Checkpointing: Every photon collected is saved. A task that delivers 30 min of a required 60 min still archives that 30 min and the mission continues.
Artifacts¶
An inventory of all scientific products generated by the network.
| Field | Type | Description |
|---|---|---|
ArtifactID |
UUID (PK) | Unique identifier |
MissionID |
MissionID (FK) | Parent mission |
ArtifactType |
Enum | RAW_FITS, STACKED_FITS, LIGHT_CURVE, ASTROMETRY_REPORT |
ObjectStoragePath |
String | Full URL to the file in cloud object storage |
SHA256Hash |
String | Cryptographic hash for data integrity verification (also used in torrent validation) |
CreatedAt |
Timestamp | When this artifact was written |
PublicAfter |
Timestamp or null | Proprietary embargo expiry; null means immediately public |
ContributingNodeIDs |
List[NodeID] | All telescopes whose data contributed to this artifact |
Use case: The SHA256Hash is embedded in the .torrent metadata for any publicly distributed stacked FITS files, guaranteeing that downloaded science data is bit-for-bit identical to the original.
Notes on Model Choices¶
Why UUIDs everywhere: UUIDs are globally unique without requiring coordination between nodes. A telescope in Australia can generate a valid TaskID without phoning home first. This is essential for a distributed, intermittently-connected network.

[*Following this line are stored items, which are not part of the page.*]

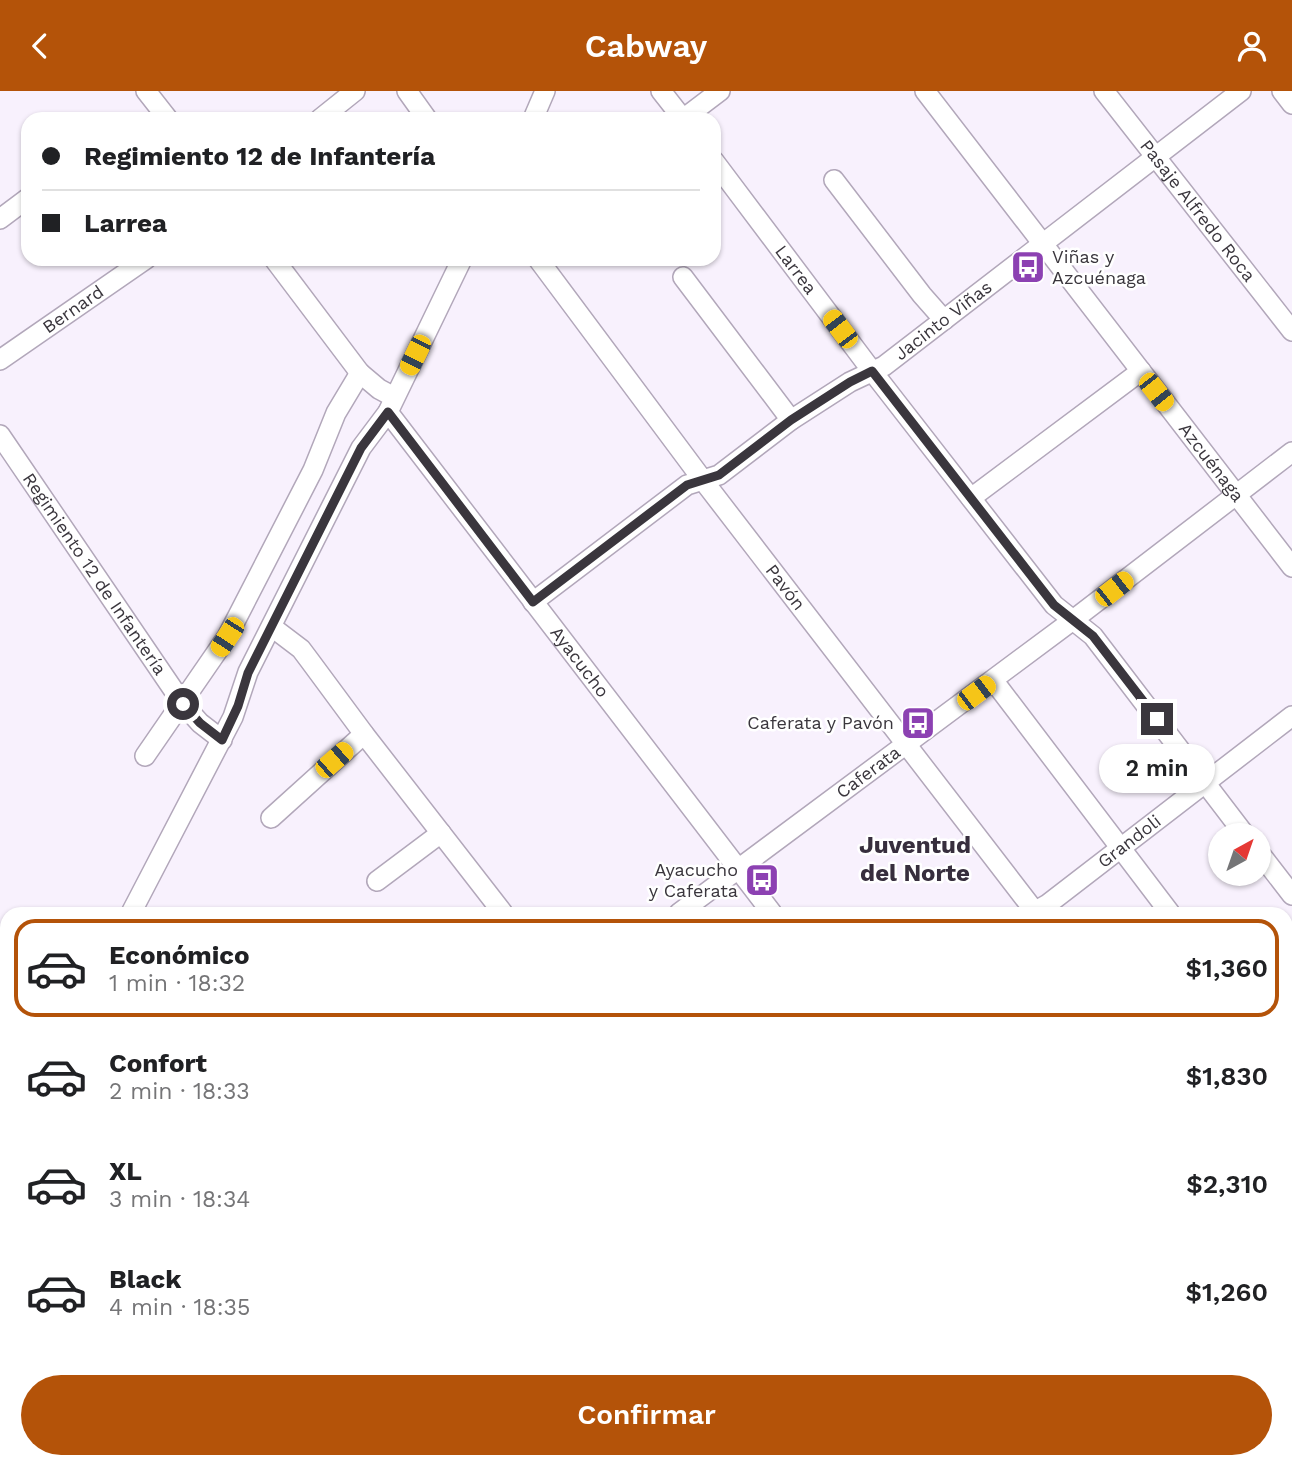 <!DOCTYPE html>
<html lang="es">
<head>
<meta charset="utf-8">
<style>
	body { margin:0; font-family:"Work Sans",sans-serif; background:#f2f2f2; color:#202124; height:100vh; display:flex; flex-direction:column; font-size:26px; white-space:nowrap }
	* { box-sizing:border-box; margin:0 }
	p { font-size:23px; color:#757577 }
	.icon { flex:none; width:38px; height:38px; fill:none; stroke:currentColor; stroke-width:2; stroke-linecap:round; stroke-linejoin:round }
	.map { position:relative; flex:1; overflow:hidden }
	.details { position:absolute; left:0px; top:816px; width:1293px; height:562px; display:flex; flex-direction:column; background:#fff; border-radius:21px 21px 0 0; box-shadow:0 2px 5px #0004 }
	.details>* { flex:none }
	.hud { position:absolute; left:21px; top:21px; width:700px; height:154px; border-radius:21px; box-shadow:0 2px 5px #0004; display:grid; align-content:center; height:154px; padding:0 21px; background:#fff }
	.needle { width:46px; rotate:40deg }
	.fabs { position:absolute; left:1208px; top:732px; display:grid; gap:14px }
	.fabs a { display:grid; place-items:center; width:63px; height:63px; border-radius:50%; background:#fff; box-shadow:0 2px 5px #0004; font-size:35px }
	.end { position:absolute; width:32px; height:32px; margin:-16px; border:9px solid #3a363d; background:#fff; box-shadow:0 0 0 4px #fff }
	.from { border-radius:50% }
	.bubble { position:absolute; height:49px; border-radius:24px; background:#fff; box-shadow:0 2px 5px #0004; font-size:23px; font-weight:600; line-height:49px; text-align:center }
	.car { position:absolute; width:21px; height:42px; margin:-21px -10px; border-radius:9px; box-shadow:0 0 5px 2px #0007; background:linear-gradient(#f5c518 24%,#345 0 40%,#f5c518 0 76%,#345 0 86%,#f5c518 0) }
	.hud b { display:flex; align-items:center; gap:24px; height:66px; font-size:26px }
	.hud b+b { border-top:2px solid #e0e0e0 }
	.hud i { width:18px; height:18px; background:#202124 }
	ul { padding:12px 0 0; list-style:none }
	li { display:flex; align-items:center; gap:21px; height:98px; margin:0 14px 10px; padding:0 7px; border:4px solid transparent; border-radius:21px }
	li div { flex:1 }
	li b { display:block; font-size:26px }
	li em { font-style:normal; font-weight:600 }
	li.on { border-color:#b45309 }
	li>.icon { width:63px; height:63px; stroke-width:1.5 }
	.action { display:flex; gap:14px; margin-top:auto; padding:14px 21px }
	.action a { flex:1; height:80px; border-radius:42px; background:#b45309; color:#fff; font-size:28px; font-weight:600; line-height:80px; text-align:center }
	header { display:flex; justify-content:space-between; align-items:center; height:91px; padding:0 21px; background:#b45309; color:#fff; font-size:32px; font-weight:600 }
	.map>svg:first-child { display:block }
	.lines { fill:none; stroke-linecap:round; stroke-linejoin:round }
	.minor-casing { stroke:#b2a7ba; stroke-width:22 }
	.minor { stroke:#fff; stroke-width:19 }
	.route { stroke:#3a363d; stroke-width:9 }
	.labels { text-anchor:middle; stroke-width:5; stroke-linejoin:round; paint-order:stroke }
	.street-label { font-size:18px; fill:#3a363d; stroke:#fff }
	.poi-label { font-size:18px; fill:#3a363d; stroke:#fff; text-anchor:end }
	.district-label { font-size:24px; font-weight:bold; fill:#372e3d; stroke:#fff }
</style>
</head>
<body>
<header><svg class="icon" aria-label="back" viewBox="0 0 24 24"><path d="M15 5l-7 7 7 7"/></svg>Cabway<svg class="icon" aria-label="person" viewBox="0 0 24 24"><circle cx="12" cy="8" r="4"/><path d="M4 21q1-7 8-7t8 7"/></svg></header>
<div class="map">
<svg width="1292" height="1376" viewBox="0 0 1292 1376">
	<rect width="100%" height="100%" fill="#f8f1fd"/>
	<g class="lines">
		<g class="minor-casing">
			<g id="minor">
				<path d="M146,0L168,28"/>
				<path d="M407,0L427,28"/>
				<path d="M661,0L683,28L720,0"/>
				<path id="s1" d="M925,0L1292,476"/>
				<path id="s2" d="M1104,0L1292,240"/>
				<path d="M1282,0L1292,13"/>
				<path d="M320,28L355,0"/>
				<path d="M533,28L545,0"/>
				<path id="s3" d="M714,70L872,280L1054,514L1093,545L1245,744"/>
				<path d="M834,89L922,204L944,229"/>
				<path d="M0,128L28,107"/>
				<path d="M274,168L360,282L379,298L394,306"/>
				<path id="s4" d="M538,168L702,388L1036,822"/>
				<path d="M683,186L791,329"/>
				<path id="s5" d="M0,269L146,168"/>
				<path id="s6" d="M388,321L772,822"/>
				<path id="s7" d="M0,344L183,613L200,632L222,649"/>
				<path d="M971,407L1141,280"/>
				<path id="s8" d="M533,511L687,394L719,384L791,329L850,291L884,275L1241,0"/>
				<path d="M272,536L301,558L310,570L364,643L503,822"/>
				<path d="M993,589L1170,822"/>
				<path d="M145,665L227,546L313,379L336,322L360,282"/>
				<path d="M271,727L364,643"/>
				<path d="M1258,760L1292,804"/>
				<path d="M377,790L441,742"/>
				<path d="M131,822L233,626L248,581L361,357L388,321L462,168"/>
				<path id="s9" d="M679,822L1073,529L1292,361"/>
				<path id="s10" d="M1032,822L1048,813L1292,625"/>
				<path d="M1286,898L1292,894"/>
				<path d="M0,1090L7,1075"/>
				<path d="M1286,1144L1292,1151"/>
				<path d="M242,1370L247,1376"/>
				<path d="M392,1370L396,1376"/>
				<path d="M526,1370L530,1376"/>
				<path d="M923,1370L928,1376"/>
				<path d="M1192,1370L1196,1376"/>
				<path d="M302,1376L311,1370"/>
				<path d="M654,1376L661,1370"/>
				<path d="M1007,1376L1015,1370"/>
			</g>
		</g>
		<use href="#minor" class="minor"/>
	</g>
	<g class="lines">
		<path class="route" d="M183,613L200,632L222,649L238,615L248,582L361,357L388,321L533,511L687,394L719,384L791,329L850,291L872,280L1054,514L1093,545L1157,628"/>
	</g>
	<defs>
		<g id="bus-square" transform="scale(1.75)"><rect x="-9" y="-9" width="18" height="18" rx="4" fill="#8c41b2" stroke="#fff"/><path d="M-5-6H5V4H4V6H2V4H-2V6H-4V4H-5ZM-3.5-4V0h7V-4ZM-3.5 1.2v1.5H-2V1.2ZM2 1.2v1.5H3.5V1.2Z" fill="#fff"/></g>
	</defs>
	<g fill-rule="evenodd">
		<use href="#bus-square" x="1028" y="176"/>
		<use href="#bus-square" x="918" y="632"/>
		<use href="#bus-square" x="762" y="789"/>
	</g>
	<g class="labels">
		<g class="street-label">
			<text dy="6" stroke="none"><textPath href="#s2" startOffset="152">Pasaje Alfredo Roca</textPath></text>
			<text dy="6" stroke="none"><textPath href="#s3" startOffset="136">Larrea</textPath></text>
			<text dy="6" stroke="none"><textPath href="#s5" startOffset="89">Bernard</textPath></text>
			<text dy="6" stroke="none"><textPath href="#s8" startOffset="500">Jacinto Viñas</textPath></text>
			<text dy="6" stroke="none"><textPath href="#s1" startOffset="469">Azcuénaga</textPath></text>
			<text dy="6" stroke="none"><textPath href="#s7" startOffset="168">Regimiento 12 de Infantería</textPath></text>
			<text dy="6" stroke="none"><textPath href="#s4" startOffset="411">Pavón</textPath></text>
			<text dy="6" stroke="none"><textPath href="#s6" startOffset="315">Ayacucho</textPath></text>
			<text dy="6" stroke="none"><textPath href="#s9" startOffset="236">Caferata</textPath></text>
			<text dy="6" stroke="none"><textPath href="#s10" startOffset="121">Grandoli</textPath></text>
		</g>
		<g class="poi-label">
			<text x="1052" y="172" text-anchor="start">Viñas y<tspan x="1052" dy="21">Azcuénaga</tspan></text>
			<text x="894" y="638">Caferata y Pavón</text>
			<text x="738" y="785">Ayacucho<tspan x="738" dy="21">y Caferata</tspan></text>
		</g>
		<g class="district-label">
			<text x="915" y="762">Juventud<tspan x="915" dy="28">del Norte</tspan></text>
		</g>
	</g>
</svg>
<div class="fabs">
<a><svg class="needle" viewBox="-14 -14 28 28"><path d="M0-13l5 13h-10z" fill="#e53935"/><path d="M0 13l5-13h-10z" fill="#757577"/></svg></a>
</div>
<i class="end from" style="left:183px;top:613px"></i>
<i class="end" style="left:1157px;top:628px"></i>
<div class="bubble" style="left:1099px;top:653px;width:116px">2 min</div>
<i class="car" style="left:840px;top:238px;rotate:323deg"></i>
<i class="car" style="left:415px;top:264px;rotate:206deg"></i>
<i class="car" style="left:1156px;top:301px;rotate:142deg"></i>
<i class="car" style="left:1114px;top:498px;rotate:52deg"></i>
<i class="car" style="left:227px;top:546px;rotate:213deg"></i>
<i class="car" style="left:976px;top:602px;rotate:53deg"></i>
<i class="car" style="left:334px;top:669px;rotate:49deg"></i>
<div class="hud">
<b><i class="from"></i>Regimiento 12 de Infantería</b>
<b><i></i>Larrea</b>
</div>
<section class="details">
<ul>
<li class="on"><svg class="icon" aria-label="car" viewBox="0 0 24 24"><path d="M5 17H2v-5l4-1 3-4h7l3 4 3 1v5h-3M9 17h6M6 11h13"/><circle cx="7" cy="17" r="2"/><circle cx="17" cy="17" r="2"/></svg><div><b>Económico</b><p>1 min · 18:32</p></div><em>$1,360</em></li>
<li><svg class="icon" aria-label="car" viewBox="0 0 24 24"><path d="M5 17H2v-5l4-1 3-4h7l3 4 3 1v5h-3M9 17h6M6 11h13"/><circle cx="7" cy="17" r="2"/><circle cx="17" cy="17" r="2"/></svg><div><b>Confort</b><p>2 min · 18:33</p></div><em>$1,830</em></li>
<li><svg class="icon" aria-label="car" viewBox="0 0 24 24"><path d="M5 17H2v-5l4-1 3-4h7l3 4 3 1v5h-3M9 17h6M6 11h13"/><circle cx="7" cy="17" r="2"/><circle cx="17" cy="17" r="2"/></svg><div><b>XL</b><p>3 min · 18:34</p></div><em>$2,310</em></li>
<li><svg class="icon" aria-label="car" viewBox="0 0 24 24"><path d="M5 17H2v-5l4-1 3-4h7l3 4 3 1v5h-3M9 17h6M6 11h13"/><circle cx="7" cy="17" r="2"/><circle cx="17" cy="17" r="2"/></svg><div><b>Black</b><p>4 min · 18:35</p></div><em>$1,260</em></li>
</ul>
<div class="action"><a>Confirmar</a></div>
</section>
</div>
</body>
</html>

Why NoSQL over relational at scale: The heartbeat pattern (thousands of tiny writes per minute from hundreds of nodes) and the task-state pattern (frequent status updates on individual records) benefit from DynamoDB/Firestore's per-key access patterns. A relational database would require table locks and connection pooling that doesn't scale cleanly.
For the MVP: The same logical schema can be implemented in SQLite/PostgreSQL (already done — see Details on componets.md). Migration to NoSQL is a data-migration exercise when the scale demands it, not a redesign.